American Education in USA--in TERRE HAUTE where one Sign at the Steakhouse reads: DRAFT BEER, NOT SOLDIERS
By Kevin Stoda in Kuwait
Recently, I flew back to the USA to be with my father as my step-mother of nearly 20 years had recently passed away. During my drive to my father's home in Jackson, Michigan from where I had parked my car in Missouri, I passed through the town of Terre Haute, Indiana.
Terre Haute is the home of Indiana State University in a historically blue collar and farming state. A block or so from the main campus I pleasantly noted that one signboard in front of a local steakhouse boldly welcomed students back to Indiana State this August with the adage: "DRAFT BEER, NOT WAR".
I smiled and was happy to see that some sort of public debate is in the air this year in the USA concerning a debate by concerned young Americans on whether a national conscription is soon to be implemented. Alas, my smile turned to frustration a few minutes later as I continued my drive up towards the region of wooden covered bridges around Rockville, Indiana. This frown of frustration was the result of a commercial on one of the local hard rock radio stations from Terre Haute. I heard a glossy-sounding advertisement aimed at recruiting young female students to join the National Guard.
In that radio advert, a young American women went on-and-on explaining why young women should join the National Guard. This female recruiter had mainly two points: (1) She had become a more self-confident young person by joining the military, and (2) she felt like she was protecting her family and country.
I realized that in contrast to the lone advertising sign in front of a steakhouse back in Terre Haute, the clout of the National Guard's nationwide recruiting budget was a humongous beast-and it seems to be busily devouring the hearts and minds of confused and misdirected young Americans.
ALIENATED STUDENTS IN USA
Less than a week later several newspaper articles in Michigan caught my attention as they are related to the education and training process of young Americans. I, myself, currently work in vocational training of youths in Kuwait (but not American youths. I teach Kuwaiti youths starting on their career at one of the national petroleum companies.)
The first article evaluated revealed the results of a national survey and then primarily focused on the results in Michigan. The author was concerned about the likelihood of present 16- to 18-year old Michigan high school students either (a) graduating from a vocational or community college within 4 years or (b) graduating from a university or college within 8 years. The article writer pointed out that Michigan students were well under the national average in both these categories. An furtive explanation was given saying that young people were disillusioned with their educational options in America, but the article didn't elaborate further.
In summary, the author of that aforementioned first article stated simply that a large portion of American youth were disillusioned with the education system in America. That is, not only are the public primary and secondary students and parents unhappy with the American education process, but university-age students are finding the prominent options and modes of education in the USA as deplorable or at least disillusioning. (For decades now U.S. education has been basking in its status as the best in the world in its offerings higher education. However, such a survey of students disillusioned with the higher education process in the USA is seldom discussed either in the USA or abroad.)

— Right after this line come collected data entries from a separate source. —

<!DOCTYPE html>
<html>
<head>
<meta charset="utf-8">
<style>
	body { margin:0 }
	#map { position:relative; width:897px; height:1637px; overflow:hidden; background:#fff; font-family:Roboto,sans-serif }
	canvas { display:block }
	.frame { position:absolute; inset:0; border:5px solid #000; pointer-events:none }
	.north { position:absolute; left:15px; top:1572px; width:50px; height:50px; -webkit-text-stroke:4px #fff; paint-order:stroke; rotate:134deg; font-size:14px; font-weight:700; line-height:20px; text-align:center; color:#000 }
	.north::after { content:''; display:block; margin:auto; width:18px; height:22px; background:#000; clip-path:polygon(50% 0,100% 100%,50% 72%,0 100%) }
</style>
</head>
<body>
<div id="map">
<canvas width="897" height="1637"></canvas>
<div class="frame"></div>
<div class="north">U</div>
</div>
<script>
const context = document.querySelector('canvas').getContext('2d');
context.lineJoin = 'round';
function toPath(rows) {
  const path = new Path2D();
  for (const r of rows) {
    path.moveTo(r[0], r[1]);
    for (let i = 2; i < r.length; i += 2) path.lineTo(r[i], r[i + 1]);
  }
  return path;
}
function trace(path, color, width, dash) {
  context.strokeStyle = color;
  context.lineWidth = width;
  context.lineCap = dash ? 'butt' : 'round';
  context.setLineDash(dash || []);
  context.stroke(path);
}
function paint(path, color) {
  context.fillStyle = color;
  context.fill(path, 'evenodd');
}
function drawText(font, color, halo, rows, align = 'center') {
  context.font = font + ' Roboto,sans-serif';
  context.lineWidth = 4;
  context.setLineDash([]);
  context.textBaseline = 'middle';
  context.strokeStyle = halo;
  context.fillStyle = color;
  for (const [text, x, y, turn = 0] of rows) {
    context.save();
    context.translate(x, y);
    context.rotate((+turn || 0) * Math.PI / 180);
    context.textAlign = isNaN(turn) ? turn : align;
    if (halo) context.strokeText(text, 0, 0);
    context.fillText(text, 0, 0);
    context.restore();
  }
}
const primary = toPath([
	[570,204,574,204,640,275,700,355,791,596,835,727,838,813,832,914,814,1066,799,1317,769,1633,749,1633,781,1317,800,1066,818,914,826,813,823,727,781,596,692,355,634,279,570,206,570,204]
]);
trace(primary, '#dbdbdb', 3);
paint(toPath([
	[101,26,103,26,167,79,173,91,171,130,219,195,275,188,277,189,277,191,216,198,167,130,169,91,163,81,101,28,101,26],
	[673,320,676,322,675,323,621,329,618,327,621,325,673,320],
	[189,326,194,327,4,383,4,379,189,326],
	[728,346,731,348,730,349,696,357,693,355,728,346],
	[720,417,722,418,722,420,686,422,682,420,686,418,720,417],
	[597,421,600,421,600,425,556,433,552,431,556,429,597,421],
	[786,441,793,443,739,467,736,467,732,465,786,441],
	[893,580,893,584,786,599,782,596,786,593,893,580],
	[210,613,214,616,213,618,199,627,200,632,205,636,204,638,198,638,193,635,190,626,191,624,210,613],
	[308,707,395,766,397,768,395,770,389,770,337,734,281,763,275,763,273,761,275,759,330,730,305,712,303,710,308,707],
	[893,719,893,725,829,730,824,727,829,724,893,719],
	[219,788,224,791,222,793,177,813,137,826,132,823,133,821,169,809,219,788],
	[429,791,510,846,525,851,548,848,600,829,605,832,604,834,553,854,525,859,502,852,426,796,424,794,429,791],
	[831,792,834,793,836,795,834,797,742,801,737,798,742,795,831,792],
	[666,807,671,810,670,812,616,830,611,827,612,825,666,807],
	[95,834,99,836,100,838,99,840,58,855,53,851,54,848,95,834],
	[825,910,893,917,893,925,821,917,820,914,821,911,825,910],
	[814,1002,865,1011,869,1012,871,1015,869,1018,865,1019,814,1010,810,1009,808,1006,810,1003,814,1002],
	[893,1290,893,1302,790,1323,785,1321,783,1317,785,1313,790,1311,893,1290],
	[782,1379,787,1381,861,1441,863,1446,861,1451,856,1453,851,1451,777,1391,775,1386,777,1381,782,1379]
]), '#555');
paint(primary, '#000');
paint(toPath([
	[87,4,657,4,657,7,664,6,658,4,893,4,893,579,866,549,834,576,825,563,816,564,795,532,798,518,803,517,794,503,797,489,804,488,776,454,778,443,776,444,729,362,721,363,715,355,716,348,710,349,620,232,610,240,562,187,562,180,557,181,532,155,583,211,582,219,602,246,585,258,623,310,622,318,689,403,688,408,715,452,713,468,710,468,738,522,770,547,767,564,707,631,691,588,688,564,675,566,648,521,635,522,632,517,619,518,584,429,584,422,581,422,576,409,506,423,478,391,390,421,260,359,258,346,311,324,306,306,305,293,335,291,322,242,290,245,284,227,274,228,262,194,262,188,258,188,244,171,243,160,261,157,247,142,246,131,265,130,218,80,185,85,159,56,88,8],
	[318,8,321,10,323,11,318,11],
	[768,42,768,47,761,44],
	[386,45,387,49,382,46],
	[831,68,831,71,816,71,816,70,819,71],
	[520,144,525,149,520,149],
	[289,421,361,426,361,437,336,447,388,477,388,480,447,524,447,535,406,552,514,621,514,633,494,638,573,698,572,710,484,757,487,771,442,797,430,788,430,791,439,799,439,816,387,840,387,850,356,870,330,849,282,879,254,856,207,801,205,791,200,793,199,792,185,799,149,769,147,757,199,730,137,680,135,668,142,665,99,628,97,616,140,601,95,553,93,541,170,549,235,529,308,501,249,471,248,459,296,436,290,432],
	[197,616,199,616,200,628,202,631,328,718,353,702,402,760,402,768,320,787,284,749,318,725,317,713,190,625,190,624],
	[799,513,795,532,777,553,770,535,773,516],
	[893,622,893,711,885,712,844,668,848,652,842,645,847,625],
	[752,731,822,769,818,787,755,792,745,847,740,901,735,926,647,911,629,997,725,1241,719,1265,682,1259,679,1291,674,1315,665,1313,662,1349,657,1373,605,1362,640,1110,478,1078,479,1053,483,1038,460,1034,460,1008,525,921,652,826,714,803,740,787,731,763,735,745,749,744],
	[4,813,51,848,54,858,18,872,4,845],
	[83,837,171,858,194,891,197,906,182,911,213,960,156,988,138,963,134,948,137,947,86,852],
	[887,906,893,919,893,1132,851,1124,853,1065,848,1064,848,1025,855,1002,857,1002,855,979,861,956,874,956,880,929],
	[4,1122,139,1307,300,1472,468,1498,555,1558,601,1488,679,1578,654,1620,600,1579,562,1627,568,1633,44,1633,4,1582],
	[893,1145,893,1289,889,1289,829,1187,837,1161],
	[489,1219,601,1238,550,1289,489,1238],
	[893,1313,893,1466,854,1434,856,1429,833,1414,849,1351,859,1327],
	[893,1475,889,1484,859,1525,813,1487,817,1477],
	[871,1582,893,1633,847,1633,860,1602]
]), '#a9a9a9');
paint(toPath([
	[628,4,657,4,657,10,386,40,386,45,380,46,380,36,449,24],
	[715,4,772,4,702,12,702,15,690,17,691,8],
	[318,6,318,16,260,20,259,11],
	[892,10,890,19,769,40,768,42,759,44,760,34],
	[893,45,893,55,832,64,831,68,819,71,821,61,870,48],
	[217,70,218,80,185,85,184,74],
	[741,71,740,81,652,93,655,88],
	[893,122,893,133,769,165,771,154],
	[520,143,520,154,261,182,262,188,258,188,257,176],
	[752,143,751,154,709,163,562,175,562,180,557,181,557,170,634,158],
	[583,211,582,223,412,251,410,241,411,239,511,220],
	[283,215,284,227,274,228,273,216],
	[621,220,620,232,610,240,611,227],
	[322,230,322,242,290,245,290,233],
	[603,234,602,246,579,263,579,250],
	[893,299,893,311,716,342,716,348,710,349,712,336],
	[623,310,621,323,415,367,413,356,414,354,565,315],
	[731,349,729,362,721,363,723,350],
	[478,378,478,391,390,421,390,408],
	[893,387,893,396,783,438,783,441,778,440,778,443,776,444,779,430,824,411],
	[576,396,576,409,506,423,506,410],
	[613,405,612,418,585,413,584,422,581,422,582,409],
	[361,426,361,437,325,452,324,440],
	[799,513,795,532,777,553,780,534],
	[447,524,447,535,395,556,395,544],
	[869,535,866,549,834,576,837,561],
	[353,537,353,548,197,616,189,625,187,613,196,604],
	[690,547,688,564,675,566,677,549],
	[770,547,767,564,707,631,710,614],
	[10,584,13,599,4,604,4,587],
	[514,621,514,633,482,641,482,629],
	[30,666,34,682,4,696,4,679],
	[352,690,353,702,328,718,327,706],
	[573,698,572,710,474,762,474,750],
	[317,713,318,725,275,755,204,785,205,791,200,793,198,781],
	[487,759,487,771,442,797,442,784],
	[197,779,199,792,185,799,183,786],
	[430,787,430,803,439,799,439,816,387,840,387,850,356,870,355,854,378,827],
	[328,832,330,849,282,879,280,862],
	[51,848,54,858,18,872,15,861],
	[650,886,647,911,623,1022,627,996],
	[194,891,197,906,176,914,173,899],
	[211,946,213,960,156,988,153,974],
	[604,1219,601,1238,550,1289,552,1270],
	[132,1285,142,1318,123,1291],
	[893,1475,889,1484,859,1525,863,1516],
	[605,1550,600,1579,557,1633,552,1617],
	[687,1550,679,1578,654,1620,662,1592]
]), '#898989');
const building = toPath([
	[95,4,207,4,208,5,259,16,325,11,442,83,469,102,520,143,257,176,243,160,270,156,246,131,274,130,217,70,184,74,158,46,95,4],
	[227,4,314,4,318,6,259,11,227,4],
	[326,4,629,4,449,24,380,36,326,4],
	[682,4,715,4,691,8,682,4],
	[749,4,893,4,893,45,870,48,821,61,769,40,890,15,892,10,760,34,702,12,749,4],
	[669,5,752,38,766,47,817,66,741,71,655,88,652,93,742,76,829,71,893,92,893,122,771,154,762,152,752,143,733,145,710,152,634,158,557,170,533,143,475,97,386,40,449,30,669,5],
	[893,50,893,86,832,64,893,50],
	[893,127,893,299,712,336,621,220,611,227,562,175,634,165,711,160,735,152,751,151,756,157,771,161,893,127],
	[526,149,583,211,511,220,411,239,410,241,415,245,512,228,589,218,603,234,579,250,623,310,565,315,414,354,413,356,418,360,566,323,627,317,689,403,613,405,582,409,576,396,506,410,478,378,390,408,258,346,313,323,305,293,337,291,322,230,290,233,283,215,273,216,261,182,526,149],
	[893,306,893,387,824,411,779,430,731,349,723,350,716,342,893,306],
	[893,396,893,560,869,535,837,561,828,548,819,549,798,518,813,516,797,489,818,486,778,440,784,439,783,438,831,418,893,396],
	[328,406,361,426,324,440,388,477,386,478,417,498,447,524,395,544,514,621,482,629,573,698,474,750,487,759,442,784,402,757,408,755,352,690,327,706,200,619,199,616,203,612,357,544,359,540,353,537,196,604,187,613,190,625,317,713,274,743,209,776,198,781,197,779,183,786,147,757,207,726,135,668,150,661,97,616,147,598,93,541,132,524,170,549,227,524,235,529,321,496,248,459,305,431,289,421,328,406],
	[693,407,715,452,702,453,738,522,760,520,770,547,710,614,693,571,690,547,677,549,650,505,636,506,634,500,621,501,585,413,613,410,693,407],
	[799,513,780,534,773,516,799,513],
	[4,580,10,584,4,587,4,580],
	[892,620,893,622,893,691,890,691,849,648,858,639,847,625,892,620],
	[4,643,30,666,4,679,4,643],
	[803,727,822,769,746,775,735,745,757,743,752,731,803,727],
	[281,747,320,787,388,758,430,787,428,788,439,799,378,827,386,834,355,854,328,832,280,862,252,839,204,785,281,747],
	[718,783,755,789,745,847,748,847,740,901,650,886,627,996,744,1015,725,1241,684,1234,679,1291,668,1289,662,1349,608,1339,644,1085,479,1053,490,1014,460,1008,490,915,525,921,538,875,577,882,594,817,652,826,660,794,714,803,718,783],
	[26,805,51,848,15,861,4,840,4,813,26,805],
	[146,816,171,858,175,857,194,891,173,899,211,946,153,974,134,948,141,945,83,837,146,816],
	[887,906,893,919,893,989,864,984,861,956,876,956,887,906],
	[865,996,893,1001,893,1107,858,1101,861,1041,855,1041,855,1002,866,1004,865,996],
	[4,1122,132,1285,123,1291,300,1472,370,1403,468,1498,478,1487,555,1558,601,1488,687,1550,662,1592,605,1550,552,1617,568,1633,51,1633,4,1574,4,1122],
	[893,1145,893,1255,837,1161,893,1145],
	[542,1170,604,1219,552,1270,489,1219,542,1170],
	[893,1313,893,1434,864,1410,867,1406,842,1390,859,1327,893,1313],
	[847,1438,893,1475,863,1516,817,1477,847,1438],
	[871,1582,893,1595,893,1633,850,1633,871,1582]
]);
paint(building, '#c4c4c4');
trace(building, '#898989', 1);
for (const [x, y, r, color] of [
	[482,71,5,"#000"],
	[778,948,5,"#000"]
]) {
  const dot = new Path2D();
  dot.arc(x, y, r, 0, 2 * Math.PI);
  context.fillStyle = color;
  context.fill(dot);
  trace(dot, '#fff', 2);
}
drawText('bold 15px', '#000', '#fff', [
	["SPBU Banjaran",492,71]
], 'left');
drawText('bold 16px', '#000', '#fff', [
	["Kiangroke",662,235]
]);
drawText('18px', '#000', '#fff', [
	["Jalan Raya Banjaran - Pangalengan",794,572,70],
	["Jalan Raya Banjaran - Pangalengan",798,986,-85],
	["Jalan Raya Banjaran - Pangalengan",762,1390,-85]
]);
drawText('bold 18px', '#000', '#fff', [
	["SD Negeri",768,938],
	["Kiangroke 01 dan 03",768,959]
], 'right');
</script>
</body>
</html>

The same author should have t out that students in American university and college levels in America have been leaving school (graduation or not) with the largest educational debts in American-especially since the 1970s when the GI bill ended. These financial debts are one of the many reasons that young people in America join the military-despite being shipped off to war and to other dangerous places year after year.
Similarly, a second article I noted that same weekend concerned the huge recent increase of young recruits joining America's armed services in this August 2007.

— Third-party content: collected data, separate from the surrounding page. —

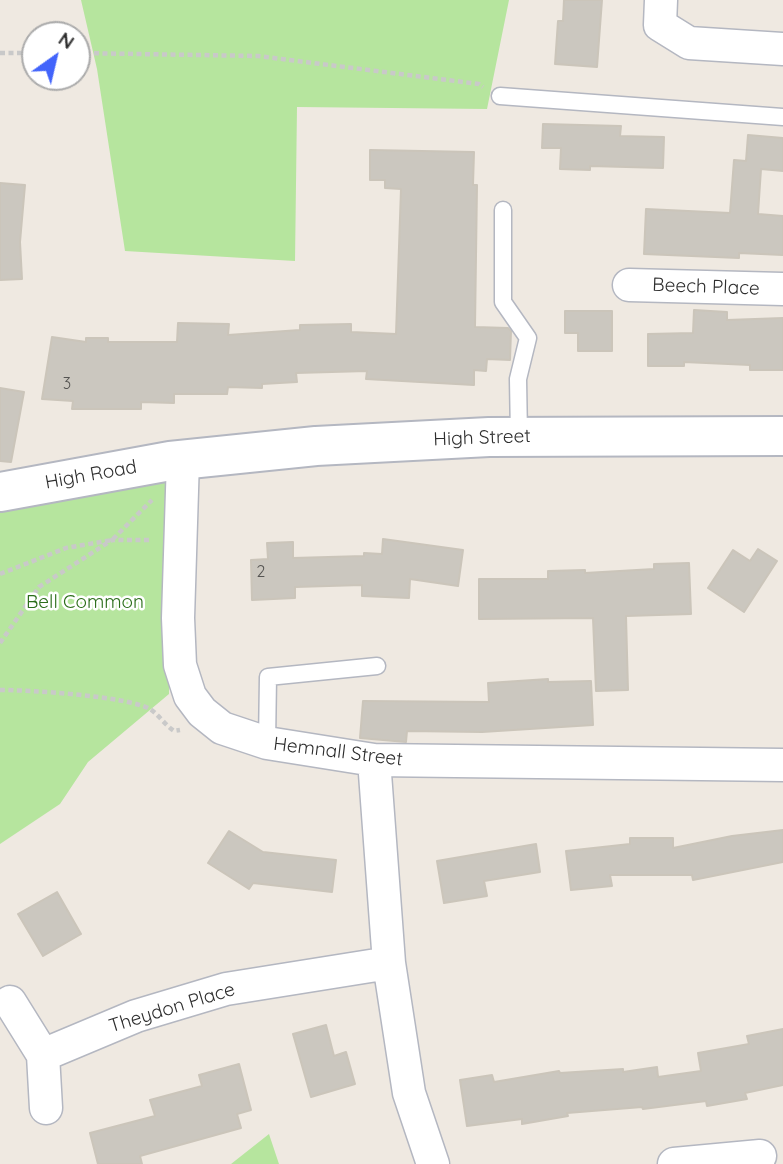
<!DOCTYPE html>
<style>
body{margin:0}
#map{position:relative;width:783px;height:1164px;overflow:hidden;background:#efe9e1;font-family:Quicksand,sans-serif}
canvas{display:block}
.north{position:absolute;left:21px;top:21px;width:70px;height:70px;box-sizing:border-box;background:#fff;border:2px solid #ababab;border-radius:50%;rotate:34deg;font-size:19px;font-weight:700;line-height:28px;text-align:center;color:#2e2e2e}
.north::after{content:'';display:block;margin:auto;width:24px;height:32px;background:#4264fb;clip-path:polygon(50% 0,100% 100%,50% 72%,0 100%)}
</style>
<div id="map">
<canvas width="783" height="1164"></canvas>
<div class="north">N</div>
</div>
<script>
const c = document.querySelector('canvas').getContext('2d');
c.lineJoin = 'round';
function paint(path, color) {
  c.fillStyle = color;
  c.fill(path, 'evenodd');
}
function trace(path, color, width, dash) {
  c.strokeStyle = color;
  c.lineWidth = width;
  c.lineCap = dash ? 'butt' : 'round';
  c.setLineDash(dash || []);
  c.stroke(path);
}
function label(font, color, halo, rows, align = 'center') {
  c.font = font + ' Quicksand,sans-serif';
  c.lineWidth = 5;
  c.setLineDash([]);
  c.textBaseline = 'middle';
  c.strokeStyle = halo;
  c.fillStyle = color;
  for (const [text, x, y, turn = 0] of rows) {
    c.save();
    c.translate(x, y);
    c.rotate((+turn || 0) * Math.PI / 180);
    c.textAlign = isNaN(turn) ? turn : align;
    if (halo) c.strokeText(text, 0, 0);
    c.fillText(text, 0, 0);
    c.restore();
  }
}
paint(new Path2D(`
 M81,0H509L487,109L297,107L295,261L125,251L97,69Z
 M171,479L169,694L88,762L60,804L0,844V509Z
 M269,1134L279,1164H231Z`), '#b6e59e');
const building = new Path2D(`
 M564,0H602L597,67L555,64L558,21H563Z
 M543,124L621,126L620,136L664,137L663,168L590,166V170L560,169L561,148H542Z
 M748,135L783,138V171L761,169L758,214L783,216V255L739,253V258L644,254L646,209L730,213L734,160L746,161Z
 M370,150L474,152L473,185H477L475,327L508,328L511,331L510,360L487,359L486,371L474,370V385L366,379L367,371L296,373L297,382L262,384V388L228,387L227,394H174V403L141,402V409H72L73,401L42,399L52,337L86,342V338H108V342H177L178,323L229,324L228,335L300,330V325L351,324V332L396,334L401,189L385,188V180H370Z
 M0,183L25,185L20,242L22,279L0,280Z
 M694,310L727,312V320L783,318V370H750V365L684,362V366H648V334L693,333Z
 M565,311H612V351H578V333H565Z
 M0,388L24,392L11,462L0,461Z
 M383,539L463,550L458,586L410,579L409,598L362,596V585L295,587V598L252,600L251,560L268,559L267,543L293,542V558L364,556V553L382,554Z
 M758,549L777,561L744,612L708,588L733,550L750,561Z
 M689,563L691,614L626,616L628,690L596,691L593,618L479,619V579H548V571L585,570V573L654,569V564Z
 M548,679V682L591,681L593,725L482,732L407,731L406,742L360,738L363,701L489,702L488,683Z
 M783,830V862L693,880L692,875H610L612,886L571,890L566,851L630,844V838H673V848L732,836Z
 M229,831L263,852L336,860L332,892L253,883L249,889L208,863Z
 M536,844L540,872L484,881L487,896L444,903L437,861Z
 M57,892L81,934L43,956L18,914Z
 M326,1025L334,1056L346,1052L355,1084L311,1097L293,1034Z
 M783,1029V1085L745,1093L747,1099L707,1106L706,1101L643,1109L642,1107L567,1113L568,1116L522,1124V1119L467,1126L460,1080L492,1075L494,1082L559,1071L560,1073L623,1069V1072L657,1067L658,1077L701,1071L698,1053L749,1044L747,1036Z
 M239,1064L251,1110L237,1114L241,1128L140,1156L142,1164H98L90,1133L155,1116L150,1100L202,1086L199,1075Z`);
paint(building, '#cbc7bf');
trace(building, '#cbc5ba', 2);
const service = new Path2D(`
 M500,96L783,117
 M503,210V302L528,338L518,379L519,437
 M267,743L268,677L377,666`);
const minor = new Path2D(`
 M661,0L660,25L689,43L783,49
 M629,285L783,289
 M183,459L178,618L180,665L190,696L202,712L222,728L267,743L374,760L783,765
 M374,760L389,963L409,1093L433,1164
 M10,1002L43,1055L46,1108
 M43,1055L136,1016L226,989L389,963
 M674,1164L760,1156`);
const secondary = new Path2D(`
 M0,492L170,461L316,446L489,437L783,436`);
trace(service, '#b4b7c1', 19);
trace(minor, '#b4b7c1', 35);
trace(secondary, '#b4b7c1', 42);
trace(new Path2D(`
 M0,53H35
 M77,53L258,56L479,84L483,87
 M0,574L66,548L112,540L152,500
 M0,643L39,587L112,540H151
 M0,690C30,690 126,696 150,709C158,714 165,725 174,731L180,730`), '#c9c9c9', 4.5, [5, 3.5]);
trace(service, '#fff', 16);
trace(minor, '#fff', 32);
trace(secondary, '#fff', 38);
label('16px', '#555452', null, [
 ["3",67,384],
 ["2",261,572]
]);
label('19px', '#2e2e2e', '#fff', [
 ["Beech Place",706,287,2],
 ["High Street",482,438,-2],
 ["High Road",91,475,-10],
 ["Hemnall Street",338,752,7],
 ["Theydon Place",172,1008,-17]
]);
label('19px', '#2c6e1b', '#fff', [
 ["Bell Common",85,602]
]);
</script>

This increase was largely due to $20,000 joining bonuses currently being offered new recruits. It is questionable whether this sudden increase in young people leaving colleges and universities in autumn 2007 will continue very much longer as university classes are starting up and the many American university students, who have decided to run-up their debt on run-away education costs, have made their decision to borrow and forego falling prey to the short-gains promised them by military recruiters--who often cannot back up a majority of their recruitment promises each year.